> DATA TO USE
»»

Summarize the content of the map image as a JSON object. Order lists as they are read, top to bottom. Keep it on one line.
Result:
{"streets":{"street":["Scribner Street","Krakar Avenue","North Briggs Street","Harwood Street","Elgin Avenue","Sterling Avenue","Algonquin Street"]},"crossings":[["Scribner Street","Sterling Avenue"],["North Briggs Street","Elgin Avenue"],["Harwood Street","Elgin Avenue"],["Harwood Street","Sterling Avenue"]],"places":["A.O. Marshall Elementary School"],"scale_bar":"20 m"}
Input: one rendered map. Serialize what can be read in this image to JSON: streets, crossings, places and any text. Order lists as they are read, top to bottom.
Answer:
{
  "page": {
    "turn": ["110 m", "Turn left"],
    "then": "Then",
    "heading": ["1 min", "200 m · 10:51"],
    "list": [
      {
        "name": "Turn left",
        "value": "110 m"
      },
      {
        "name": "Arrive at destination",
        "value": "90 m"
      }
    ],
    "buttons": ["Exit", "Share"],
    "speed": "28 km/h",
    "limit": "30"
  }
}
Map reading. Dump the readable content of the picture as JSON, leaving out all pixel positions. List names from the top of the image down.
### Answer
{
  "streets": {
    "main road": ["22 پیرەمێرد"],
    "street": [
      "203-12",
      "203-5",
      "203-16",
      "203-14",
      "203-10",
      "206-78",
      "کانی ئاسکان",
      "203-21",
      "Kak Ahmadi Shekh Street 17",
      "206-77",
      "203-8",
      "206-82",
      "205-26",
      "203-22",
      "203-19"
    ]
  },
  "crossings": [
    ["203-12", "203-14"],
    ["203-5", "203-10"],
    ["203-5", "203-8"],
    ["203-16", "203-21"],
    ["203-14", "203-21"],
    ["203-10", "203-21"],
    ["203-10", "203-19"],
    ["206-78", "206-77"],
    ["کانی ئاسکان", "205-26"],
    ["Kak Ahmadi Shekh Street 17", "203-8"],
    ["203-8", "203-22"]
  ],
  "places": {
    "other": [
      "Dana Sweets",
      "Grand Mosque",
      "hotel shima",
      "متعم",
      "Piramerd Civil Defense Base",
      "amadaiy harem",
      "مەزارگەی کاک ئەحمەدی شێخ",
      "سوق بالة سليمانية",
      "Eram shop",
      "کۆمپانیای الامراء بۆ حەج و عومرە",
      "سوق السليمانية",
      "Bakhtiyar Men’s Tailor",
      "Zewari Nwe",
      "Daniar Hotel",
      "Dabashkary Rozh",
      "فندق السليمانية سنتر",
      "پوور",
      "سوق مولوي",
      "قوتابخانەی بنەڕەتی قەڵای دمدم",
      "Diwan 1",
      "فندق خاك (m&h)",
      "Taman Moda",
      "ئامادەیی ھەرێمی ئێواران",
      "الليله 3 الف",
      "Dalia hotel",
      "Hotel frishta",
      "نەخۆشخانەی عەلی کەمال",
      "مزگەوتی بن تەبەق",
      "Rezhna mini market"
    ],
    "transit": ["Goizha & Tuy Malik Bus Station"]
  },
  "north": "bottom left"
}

««

> TRY IT
Return all lines of the data in which the string "content" appears.

> WRITTEN REPLY
Summarize the content of the map image as a JSON object. Order lists as they are read, top to bottom. Keep it on one line.
Map reading. Dump the readable content of the picture as JSON, leaving out all pixel positions. List names from the top of the image down.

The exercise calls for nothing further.